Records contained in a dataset
------------------------------------------------

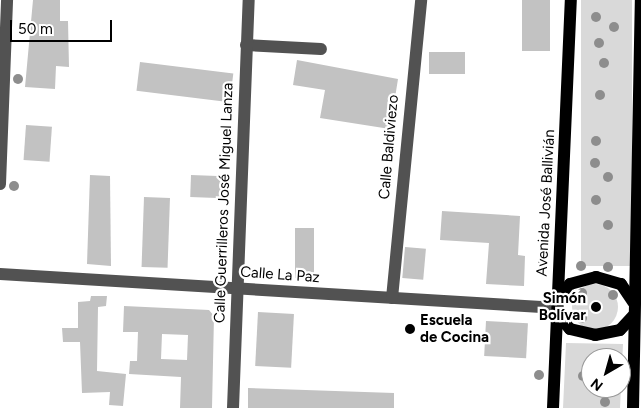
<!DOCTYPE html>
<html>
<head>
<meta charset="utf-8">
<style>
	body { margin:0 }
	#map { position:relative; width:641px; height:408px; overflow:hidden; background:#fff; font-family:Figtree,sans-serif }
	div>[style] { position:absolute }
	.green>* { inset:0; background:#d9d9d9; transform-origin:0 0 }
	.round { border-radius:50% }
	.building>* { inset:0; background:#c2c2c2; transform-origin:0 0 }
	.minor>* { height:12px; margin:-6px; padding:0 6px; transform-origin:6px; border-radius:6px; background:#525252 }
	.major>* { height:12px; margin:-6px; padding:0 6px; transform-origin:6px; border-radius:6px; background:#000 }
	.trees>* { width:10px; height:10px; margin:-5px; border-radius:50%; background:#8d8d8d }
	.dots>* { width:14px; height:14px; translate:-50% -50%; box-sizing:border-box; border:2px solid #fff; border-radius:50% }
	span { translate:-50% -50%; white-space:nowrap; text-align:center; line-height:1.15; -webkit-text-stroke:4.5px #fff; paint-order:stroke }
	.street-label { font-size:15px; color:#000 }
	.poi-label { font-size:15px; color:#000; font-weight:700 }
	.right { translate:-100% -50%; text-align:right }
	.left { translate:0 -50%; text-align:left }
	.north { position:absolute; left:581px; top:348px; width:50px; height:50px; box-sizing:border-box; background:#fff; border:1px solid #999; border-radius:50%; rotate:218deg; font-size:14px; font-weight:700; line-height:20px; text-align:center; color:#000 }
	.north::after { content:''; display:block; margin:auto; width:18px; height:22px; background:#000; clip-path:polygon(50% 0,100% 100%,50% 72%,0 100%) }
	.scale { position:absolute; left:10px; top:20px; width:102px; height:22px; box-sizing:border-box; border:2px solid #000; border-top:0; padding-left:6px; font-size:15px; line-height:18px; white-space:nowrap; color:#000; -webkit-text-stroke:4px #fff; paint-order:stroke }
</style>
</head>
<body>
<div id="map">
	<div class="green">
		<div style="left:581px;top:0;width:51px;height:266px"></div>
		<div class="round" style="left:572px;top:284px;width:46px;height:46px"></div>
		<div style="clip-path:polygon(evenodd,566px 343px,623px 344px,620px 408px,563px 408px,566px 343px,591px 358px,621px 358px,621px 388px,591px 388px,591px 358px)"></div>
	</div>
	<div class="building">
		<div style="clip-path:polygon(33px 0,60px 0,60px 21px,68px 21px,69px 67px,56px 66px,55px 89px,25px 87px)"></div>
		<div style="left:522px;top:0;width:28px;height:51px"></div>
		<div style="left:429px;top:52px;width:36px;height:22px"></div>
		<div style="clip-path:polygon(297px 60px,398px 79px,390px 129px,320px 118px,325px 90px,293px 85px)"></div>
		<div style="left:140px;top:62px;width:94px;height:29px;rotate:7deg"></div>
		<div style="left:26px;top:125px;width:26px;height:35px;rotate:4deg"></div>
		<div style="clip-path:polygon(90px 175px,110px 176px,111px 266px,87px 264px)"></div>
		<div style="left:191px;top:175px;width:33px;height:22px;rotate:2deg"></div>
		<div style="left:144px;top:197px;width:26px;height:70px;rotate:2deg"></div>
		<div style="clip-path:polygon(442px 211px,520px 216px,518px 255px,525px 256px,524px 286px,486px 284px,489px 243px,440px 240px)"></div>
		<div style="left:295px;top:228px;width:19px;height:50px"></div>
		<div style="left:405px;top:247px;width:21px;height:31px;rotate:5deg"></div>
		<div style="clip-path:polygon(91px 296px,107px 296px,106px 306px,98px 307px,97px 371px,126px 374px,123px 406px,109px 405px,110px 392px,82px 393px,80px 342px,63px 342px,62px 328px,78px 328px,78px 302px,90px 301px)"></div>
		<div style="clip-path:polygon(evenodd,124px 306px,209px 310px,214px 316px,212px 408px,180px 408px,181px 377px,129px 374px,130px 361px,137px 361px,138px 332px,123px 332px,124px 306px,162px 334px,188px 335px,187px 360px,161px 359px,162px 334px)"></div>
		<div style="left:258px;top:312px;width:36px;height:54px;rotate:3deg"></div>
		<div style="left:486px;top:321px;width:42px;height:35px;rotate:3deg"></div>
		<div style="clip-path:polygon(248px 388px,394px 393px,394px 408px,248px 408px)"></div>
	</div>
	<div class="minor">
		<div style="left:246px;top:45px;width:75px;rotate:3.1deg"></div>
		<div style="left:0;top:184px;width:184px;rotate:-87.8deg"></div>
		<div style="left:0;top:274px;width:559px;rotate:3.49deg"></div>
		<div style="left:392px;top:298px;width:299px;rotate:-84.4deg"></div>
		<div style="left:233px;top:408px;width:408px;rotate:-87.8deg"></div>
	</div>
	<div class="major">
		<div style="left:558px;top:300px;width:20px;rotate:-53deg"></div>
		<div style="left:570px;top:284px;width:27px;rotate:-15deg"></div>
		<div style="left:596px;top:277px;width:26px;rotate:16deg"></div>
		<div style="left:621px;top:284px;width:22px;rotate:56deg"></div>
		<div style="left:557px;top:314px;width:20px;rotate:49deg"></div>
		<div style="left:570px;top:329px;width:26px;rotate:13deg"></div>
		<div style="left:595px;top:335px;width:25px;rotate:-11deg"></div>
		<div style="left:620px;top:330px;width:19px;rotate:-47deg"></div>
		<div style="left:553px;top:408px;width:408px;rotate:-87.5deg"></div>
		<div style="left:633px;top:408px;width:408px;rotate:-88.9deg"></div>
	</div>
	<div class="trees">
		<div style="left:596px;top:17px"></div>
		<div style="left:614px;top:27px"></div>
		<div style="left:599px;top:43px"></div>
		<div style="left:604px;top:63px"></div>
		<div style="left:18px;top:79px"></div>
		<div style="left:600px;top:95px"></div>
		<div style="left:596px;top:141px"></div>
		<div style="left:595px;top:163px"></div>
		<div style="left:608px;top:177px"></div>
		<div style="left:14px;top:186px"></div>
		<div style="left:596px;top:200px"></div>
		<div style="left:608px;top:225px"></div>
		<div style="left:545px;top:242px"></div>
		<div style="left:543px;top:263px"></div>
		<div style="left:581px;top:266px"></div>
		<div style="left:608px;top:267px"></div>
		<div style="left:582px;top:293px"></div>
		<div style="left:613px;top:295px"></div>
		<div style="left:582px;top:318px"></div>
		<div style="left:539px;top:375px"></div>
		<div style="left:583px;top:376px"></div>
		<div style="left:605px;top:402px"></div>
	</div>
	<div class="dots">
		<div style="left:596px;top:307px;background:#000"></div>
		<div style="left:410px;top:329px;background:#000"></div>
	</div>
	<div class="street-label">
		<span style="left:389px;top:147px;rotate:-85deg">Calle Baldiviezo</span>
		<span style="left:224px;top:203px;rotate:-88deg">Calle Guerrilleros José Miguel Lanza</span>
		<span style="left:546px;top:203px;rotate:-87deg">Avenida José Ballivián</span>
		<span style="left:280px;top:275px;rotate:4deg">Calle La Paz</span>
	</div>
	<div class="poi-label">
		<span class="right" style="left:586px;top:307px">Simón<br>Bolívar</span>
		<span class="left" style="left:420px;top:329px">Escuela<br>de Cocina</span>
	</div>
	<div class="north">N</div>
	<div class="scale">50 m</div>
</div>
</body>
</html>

------------------------------------------------

(How to complete this task) Lines with "origin" in them are what the answer must contain; copy each from the records above.

(Solution)
	.green>* { inset:0; background:#d9d9d9; transform-origin:0 0 }
	.building>* { inset:0; background:#c2c2c2; transform-origin:0 0 }
	.minor>* { height:12px; margin:-6px; padding:0 6px; transform-origin:6px; border-radius:6px; background:#525252 }
	.major>* { height:12px; margin:-6px; padding:0 6px; transform-origin:6px; border-radius:6px; background:#000 }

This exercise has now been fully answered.